Par ailleurs, dans la mesure où la discrimination positive opère sur certains territoires où les immigrés et leurs enfants sont surreprésentés, ces dispositifs d’excellence scolaire visent de manière non directe les membres des minorités. Ainsi, y compris dans les discours de leurs promoteurs, ces dispositifs représentent aussi des mesures qui promeuvent une certaine idée de la « diversité », en ciblant de manière non-formelle une partie des populations d’élèves pouvant subir généralement des discriminations de type ethno-racial.
En ce sens, au sein de ces dispositifs, la place de la biographie personnelle est centrale : les élèves et étudiants apprennent à développer leur expressivité personnelle et à construire un récit autour de « leur histoire », celle de leurs origines et de leur trajectoire, en l’adaptant en fonction des attentes académiques. Par exemple, pour les promoteurs des CEP, il est évident que le candidat idéal à l’admission à Sciences Po est celui capable devant un jury de faire état d’un certain stock de connaissances savantes et de qualités intellectuelles, tout en mettant en avant une personnalité qui fait preuve d’une estime de soi et d’un dépassement de l’autocensure, ainsi que d’une biographie originale, susceptible d’apporter un « plus » à l’institution. Dans les ateliers de préparation au concours au sein des lycées conventionnés, il est en ce sens beaucoup question d’entraîner les élèves à cet exercice particulier.
En somme, tous ces résultats contribuent à relativiser l’idée reçue selon laquelle ces dispositifs auraient été créés spécifiquement pour lutter contre les formes classiques de l’élitisme républicain, en relativisant le poids du niveau scolaire comme critère de sélection et en promouvant les élèves issus de milieux les plus modestes.
Conclusion
La mise en avant de l’idée d’excellence dans les PEP (et au-delà) met en relief la volonté de promouvoir financièrement et symboliquement des instruments politiques qui actent définitivement la capitulation de l’action publique dans la lutte pour la réduction généralisée des inégalités scolaires. En baissant considérablement les moyens d’action destinés aux mesures visant spécifiquement cet objectif, les politiques contemporaines semblent miser plutôt sur l’amélioration des performances scolaires d’une minorité d’élèves, dont les trajectoires permettent plus facilement que pour d’autres une compensation de l’écart de niveau scolaire avec les meilleurs élèves appartenant aux classes sociales les plus favorisées.

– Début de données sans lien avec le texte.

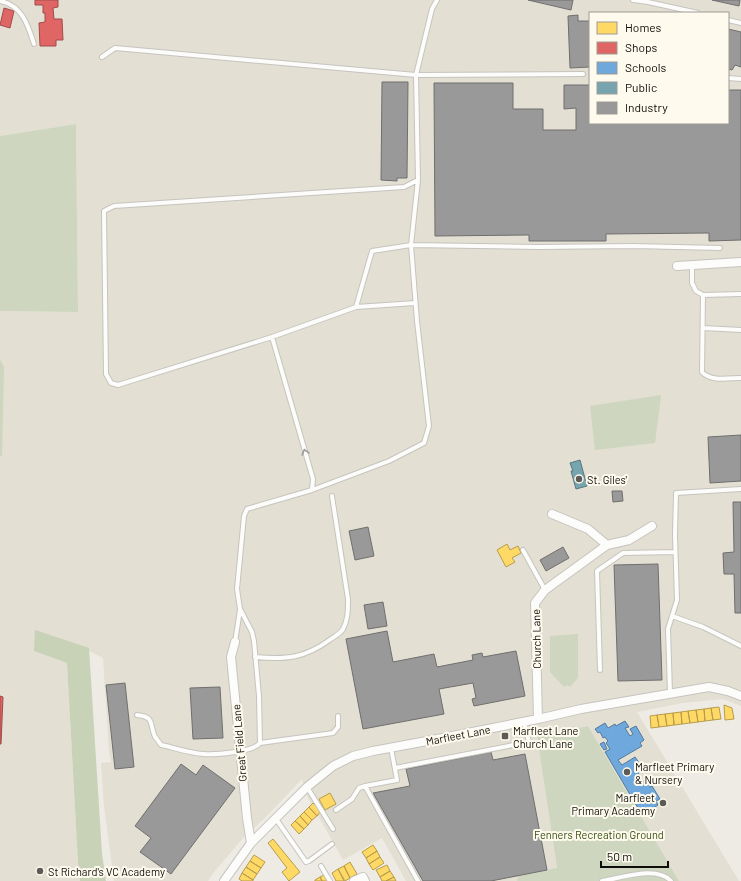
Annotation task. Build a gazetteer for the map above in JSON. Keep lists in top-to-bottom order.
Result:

Ainsi, dans la mesure où les dispositifs d’excellence scolaire ne touchent qu’un petit nombre d’élèves possédant des dispositions très proches des prérequis de l’École, leur contribution à la cause de la mixité scolaire n’est que cosmétique. Ne changeant de facto rien au problème de la (re)production des inégalités, ces dispositifs peuvent contribuer au contraire au processus inéluctable de ségrégation scolaire, de la même manière que le font certaines réformes récentes de l’Éducation nationale, comme par exemple celle autour de la mise en place des groupes de niveau au collège.
Filippo Pirone
Maitre de conférences en sciences de l’éducation et de la formation
LIPHA – Université Paris Est Créteil
Bibliographie
Anne Barrère, La montée des dispositifs : un nouvel âge de l’organisation scolaire, Carrefours de l’éducation, vol. 36, n. 2, pp. 95-116.
Philippe Bongrand, L’introduction controversée de l’ « excellence » dans la politique française d’éducation prioritaire (1999-2005), Revue française de pédagogie, n. 177, 2011, pp. 11-24.
Germán Fernández-Vavrik, Filippo Pirone et Agnès van Zanten, Discrimination positive, méritocratie et l’inclusion en tension : les « Conventions éducation prioritaire » de Sciences Po, Raisons éducatives, vol. 22, n. 1, 2018, pp. 19-47.
Filippo Pirone et Patrick Rayou, Nouveaux internes, anciens décrocheurs : de l’évolution de la forme scolaire, Revue française de pédagogie, n. 179, 2012, pp. 49-62.
Jean-Yves Rochex, Les « trois âges » des politiques d’éducation prioritaire : une convergence européenne ? in Choukri Ben Ayed (dir.), L’école démocratique. Vers un renoncement politique ? Paris, A. Colin, 2010, pp. 94-108.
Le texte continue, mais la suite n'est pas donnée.